To ensure journalists are linking back to your author’s profile page, simply include a link to these pages in your pitch when sending out expert commentary.
In 2024, every digital PR pitch you outreach should also include expert commentary, not only to demonstrate E-E-A-T but also because this is what journalists are looking for more than ever.
You do not need hundreds of links to your author’s profile pages to demonstrate that they are a trusted source; instead, a handful of hyper-relevant links are enough to build strong E-E-A-T signals.
If you still need to implement this as part of your digital PR strategy, look at your author profiles on-site, update them if needed and include links to these pages in your pitches moving forward!
Thought leadership is similar to expert commentary, but it goes one step further. Thought leadership is where your brand’s leading industry experts publish insightful and informative articles on the brand’s website covering in-depth topics within their industries, leveraging their opinions as representatives of the company, offering up new ideas and pushing conversations to better their industries.
Thought leadership requires planning and ensuring experts have genuine insight to share, but it presents a valuable opportunity for people within your business to demonstrate expertise, build trust with your existing audience while tapping into a new audience, and build the reputation of the brand.
Furthermore, according to research, 60% of business decision-makers said authority figures could directly lead to closed-won deals and that it convinced them to buy a product or service they were not thinking about before.

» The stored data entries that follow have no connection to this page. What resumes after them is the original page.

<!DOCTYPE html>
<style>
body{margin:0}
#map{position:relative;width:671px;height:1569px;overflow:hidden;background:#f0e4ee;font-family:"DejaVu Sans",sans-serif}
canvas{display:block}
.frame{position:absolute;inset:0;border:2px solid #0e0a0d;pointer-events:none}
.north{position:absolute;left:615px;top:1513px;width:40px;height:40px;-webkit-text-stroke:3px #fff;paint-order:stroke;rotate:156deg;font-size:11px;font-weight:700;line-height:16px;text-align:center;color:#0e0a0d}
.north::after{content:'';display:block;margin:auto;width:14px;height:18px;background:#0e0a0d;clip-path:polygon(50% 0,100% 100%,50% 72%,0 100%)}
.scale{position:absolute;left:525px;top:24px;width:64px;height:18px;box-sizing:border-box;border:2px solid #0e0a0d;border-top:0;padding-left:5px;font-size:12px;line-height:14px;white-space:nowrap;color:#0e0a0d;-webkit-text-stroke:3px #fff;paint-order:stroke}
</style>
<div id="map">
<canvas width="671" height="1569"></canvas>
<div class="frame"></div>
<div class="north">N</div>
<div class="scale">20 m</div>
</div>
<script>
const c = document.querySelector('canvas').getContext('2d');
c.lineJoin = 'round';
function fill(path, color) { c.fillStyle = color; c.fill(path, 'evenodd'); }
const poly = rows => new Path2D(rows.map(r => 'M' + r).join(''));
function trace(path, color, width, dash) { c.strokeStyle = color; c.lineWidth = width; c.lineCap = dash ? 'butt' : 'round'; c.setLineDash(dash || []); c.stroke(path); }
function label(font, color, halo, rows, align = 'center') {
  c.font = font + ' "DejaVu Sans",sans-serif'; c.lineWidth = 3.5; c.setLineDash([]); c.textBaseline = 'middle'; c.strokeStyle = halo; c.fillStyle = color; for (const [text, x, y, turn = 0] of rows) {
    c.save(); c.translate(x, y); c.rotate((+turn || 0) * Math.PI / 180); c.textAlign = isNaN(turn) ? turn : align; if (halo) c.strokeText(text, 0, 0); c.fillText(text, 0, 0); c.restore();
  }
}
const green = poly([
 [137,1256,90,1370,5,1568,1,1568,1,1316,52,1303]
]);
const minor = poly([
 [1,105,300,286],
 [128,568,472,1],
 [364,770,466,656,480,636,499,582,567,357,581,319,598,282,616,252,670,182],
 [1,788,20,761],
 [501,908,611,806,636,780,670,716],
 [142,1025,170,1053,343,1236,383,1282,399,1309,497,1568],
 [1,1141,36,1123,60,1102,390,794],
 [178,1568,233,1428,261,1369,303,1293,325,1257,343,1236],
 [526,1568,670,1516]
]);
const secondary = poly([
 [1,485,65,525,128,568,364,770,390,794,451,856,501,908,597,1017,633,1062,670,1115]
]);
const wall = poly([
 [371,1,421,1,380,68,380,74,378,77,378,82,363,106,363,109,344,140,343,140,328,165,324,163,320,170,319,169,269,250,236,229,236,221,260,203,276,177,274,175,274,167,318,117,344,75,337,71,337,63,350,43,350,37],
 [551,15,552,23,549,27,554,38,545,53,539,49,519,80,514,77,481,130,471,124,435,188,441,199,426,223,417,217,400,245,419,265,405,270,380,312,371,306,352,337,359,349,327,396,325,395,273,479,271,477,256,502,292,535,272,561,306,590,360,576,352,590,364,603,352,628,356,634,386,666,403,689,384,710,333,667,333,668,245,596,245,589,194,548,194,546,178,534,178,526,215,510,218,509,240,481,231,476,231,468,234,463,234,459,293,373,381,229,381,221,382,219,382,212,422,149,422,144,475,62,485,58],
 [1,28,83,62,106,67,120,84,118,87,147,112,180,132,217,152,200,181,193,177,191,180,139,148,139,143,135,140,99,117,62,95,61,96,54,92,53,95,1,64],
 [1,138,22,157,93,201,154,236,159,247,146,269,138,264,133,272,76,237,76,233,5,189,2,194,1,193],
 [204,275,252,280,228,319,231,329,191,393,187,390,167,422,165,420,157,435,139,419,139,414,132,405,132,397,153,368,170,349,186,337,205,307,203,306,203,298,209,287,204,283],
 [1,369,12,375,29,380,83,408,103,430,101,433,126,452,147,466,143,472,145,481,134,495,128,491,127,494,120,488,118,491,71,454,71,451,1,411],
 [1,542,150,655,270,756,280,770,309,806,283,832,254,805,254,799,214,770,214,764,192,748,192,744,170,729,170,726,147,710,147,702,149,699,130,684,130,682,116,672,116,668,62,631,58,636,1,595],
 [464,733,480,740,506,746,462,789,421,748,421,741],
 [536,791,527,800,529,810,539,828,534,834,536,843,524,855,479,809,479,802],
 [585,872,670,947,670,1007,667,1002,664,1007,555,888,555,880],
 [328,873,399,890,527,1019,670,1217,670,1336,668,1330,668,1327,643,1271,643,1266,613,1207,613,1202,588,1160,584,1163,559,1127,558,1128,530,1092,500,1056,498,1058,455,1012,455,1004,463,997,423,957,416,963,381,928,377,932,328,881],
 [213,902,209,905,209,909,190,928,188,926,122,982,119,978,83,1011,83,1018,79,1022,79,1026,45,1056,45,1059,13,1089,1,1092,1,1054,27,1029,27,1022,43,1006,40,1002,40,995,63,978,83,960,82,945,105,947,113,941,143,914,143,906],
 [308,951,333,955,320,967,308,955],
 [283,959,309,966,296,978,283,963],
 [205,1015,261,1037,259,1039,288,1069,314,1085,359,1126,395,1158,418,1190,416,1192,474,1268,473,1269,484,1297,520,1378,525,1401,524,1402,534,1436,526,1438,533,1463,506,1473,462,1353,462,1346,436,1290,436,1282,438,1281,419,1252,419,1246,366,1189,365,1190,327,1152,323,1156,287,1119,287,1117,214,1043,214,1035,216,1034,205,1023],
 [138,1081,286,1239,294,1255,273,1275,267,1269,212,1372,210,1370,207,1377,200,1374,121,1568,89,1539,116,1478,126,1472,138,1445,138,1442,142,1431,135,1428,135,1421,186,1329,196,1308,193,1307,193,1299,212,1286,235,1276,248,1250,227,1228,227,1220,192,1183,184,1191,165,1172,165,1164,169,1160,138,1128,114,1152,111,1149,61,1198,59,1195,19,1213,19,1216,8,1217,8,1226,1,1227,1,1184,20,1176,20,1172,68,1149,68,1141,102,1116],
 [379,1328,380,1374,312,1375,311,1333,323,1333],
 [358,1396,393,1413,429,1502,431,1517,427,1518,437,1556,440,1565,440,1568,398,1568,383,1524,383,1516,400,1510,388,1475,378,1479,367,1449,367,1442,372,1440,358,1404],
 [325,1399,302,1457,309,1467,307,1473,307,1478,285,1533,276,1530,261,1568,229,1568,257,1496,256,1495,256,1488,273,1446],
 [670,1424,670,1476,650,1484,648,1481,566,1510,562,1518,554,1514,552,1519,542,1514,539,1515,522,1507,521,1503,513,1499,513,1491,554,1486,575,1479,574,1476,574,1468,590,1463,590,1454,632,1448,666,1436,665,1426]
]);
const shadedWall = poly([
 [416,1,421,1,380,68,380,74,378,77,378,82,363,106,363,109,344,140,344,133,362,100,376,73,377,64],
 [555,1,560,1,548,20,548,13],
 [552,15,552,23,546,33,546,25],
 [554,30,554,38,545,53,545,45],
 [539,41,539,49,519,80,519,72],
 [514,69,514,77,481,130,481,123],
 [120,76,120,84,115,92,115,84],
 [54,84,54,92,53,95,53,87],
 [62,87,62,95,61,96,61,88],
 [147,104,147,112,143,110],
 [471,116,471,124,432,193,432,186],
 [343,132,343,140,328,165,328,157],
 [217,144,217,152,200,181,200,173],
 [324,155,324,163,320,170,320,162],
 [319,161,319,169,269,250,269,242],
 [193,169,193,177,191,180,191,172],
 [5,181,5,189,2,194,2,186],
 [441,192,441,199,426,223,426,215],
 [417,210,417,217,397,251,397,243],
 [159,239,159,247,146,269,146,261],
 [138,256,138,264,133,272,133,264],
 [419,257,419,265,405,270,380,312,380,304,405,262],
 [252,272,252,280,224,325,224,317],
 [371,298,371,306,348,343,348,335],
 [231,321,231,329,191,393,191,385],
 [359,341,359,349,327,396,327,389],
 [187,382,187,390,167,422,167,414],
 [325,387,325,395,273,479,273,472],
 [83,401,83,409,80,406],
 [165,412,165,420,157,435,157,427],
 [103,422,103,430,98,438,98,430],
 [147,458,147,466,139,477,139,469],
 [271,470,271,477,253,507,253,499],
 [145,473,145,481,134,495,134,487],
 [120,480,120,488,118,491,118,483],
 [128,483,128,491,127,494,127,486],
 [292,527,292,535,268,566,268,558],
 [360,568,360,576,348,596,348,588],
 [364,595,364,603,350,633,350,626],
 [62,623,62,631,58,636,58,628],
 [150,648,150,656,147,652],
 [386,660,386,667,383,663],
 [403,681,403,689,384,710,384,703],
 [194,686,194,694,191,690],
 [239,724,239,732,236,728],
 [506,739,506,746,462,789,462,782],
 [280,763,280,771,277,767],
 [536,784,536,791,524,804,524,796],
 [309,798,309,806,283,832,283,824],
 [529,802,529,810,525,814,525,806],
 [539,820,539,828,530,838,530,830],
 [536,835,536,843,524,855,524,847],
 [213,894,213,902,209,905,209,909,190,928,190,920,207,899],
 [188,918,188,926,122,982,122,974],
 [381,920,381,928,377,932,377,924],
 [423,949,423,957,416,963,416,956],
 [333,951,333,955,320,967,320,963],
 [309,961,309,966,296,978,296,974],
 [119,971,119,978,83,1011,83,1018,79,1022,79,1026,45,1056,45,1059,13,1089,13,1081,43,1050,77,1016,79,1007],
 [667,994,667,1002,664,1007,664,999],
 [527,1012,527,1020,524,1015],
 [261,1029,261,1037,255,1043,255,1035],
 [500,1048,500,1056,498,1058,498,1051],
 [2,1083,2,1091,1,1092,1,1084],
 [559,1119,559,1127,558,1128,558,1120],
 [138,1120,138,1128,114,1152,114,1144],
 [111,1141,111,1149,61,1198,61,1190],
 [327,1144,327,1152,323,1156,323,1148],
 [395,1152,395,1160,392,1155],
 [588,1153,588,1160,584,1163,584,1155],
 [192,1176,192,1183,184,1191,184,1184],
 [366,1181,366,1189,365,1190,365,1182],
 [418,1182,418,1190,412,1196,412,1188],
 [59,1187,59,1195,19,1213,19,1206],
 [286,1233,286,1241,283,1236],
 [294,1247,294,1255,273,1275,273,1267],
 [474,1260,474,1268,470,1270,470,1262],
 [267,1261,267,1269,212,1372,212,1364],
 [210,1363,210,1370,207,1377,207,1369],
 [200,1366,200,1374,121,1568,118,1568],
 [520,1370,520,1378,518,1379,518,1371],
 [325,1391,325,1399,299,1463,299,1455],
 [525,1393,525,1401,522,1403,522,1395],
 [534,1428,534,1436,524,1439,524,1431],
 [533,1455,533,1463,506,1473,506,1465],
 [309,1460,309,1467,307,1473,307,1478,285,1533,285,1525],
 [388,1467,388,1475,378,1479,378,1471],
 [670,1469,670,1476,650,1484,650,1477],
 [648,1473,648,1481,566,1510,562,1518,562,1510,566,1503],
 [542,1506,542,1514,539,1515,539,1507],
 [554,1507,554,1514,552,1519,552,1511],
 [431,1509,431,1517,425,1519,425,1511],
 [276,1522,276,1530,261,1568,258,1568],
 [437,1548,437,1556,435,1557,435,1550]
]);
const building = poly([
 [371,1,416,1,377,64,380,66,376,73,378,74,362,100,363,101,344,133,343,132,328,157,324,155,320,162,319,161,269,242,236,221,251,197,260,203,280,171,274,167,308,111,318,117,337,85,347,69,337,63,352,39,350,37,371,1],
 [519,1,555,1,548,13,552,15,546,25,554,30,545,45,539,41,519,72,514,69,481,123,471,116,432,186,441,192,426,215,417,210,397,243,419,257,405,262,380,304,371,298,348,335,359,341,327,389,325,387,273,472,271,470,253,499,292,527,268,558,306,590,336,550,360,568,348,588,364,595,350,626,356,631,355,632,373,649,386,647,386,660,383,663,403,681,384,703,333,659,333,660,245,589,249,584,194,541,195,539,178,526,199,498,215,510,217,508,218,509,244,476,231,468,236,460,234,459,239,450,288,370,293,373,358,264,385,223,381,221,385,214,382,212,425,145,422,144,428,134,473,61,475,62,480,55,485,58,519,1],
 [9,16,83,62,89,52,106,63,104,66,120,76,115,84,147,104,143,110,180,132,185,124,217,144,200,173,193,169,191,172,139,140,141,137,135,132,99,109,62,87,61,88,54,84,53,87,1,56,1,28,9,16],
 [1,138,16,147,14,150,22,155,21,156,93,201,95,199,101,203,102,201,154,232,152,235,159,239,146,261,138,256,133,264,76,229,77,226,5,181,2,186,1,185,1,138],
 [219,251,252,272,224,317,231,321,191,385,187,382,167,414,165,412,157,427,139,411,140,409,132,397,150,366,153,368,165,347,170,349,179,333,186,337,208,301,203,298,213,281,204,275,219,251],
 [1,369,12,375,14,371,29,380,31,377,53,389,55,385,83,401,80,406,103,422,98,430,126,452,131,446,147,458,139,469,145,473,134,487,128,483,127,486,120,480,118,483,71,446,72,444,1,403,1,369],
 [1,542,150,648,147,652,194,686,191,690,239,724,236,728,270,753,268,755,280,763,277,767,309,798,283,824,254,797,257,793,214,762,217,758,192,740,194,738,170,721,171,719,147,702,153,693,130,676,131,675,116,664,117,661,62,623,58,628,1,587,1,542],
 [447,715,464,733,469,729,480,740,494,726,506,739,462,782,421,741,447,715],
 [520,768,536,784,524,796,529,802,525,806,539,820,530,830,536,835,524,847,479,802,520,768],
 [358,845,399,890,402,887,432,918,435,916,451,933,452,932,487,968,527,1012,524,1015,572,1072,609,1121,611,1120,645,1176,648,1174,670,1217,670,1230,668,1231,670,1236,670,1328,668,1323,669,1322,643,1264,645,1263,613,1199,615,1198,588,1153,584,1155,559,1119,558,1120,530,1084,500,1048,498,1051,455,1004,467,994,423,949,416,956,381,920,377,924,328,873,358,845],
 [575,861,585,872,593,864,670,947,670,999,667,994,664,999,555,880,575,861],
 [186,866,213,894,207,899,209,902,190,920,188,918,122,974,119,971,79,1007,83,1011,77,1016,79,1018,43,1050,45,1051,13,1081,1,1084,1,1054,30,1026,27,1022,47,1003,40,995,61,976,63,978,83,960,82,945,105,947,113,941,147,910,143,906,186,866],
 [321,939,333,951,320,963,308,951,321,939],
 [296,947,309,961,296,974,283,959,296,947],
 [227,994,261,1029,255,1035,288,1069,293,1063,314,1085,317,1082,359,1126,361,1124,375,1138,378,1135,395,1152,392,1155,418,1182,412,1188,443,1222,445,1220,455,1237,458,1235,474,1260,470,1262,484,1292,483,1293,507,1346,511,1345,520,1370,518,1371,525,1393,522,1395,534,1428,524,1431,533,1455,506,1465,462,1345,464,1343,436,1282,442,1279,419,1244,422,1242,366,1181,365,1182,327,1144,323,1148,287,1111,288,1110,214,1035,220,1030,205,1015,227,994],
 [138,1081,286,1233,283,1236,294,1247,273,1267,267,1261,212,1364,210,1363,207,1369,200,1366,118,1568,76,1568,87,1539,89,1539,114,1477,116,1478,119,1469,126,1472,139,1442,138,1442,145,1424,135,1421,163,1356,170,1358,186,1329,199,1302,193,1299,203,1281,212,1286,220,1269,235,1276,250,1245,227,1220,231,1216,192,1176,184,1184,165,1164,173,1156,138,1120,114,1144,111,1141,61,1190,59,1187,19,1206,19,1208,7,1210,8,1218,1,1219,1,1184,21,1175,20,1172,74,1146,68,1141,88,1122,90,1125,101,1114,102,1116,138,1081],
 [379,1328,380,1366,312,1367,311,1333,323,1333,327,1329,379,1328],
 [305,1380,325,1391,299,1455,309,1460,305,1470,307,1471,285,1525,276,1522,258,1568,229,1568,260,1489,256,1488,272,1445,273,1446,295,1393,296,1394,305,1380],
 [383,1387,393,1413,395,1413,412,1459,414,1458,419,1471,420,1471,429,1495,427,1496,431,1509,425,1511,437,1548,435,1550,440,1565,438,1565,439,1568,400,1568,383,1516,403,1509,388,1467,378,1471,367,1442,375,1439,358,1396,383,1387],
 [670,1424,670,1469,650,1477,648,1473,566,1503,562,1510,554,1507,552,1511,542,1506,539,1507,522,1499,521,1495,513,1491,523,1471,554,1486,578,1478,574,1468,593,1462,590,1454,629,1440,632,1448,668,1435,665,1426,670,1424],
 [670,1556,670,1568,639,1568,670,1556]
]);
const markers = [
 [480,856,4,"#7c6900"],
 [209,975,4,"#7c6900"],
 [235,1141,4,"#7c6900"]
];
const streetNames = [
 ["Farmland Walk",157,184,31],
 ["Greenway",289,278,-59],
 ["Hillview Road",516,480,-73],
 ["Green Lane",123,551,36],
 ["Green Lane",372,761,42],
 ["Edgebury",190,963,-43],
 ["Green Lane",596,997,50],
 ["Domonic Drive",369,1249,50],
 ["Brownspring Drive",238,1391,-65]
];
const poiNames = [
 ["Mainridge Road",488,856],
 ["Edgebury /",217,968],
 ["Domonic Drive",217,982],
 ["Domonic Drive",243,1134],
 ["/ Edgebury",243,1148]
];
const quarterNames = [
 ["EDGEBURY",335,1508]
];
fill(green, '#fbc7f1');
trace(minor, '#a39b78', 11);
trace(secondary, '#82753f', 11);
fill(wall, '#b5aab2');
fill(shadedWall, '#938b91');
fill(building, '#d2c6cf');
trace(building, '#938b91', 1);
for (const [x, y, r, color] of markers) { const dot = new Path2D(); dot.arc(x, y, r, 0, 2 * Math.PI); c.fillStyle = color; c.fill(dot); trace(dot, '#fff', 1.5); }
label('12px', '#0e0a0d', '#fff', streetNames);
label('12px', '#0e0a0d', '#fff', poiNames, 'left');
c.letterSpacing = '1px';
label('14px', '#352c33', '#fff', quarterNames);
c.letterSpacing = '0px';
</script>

Therefore, we know that thought leadership can directly impact sales.
As digital PRs, we want to position our clients and their experts as the ‘go-to’ experts on a subject and help them become sought after in their industry and beyond.
More often than not, our clients have blogs full of expert commentary, tips and guides which sit on their site but have never been utilised for digital PR.
As part of your digital PR strategy, you need to comb through this onsite content and see what you can repurpose and push out to press and make these assets work harder from an SEO perspective, earning links and driving traffic.
Importantly, make sure these blog posts are written by real people (not just admin!) and include an internal link back to their author pages, this helps to strengthen those E-E-A-T signals further.
This one might feel a bit more like traditional PR, but it’s important to remember that digital PR has always had a blend of traditional PR thrown in the mix – let me explain!
While we focus on high authority and relevant publications, it’s very easy to overlook both your brand’s local area and industry press, however, these publications are a great opportunity for building those all-important E-E-A-T signals at the brand level.
So, if you have a brand announcement or want to shout about your company’s success, publications in your local geographical area and your industry will be more than likely to cover it.
The benefit? This coverage will be exclusively speaking about your brand and will more than likely include a link back to your site online, but they’ll usually cover it in print too, which is great for brand awareness.
As one of our Digital PR managers, Millie, recently wrote in her blog on quality over quantity, digital PR is no longer just about the volume of links. Changing your digital PR strategies to focus on building E-E-A-T signals is the best way to generate impact results that will have a real impact on your site.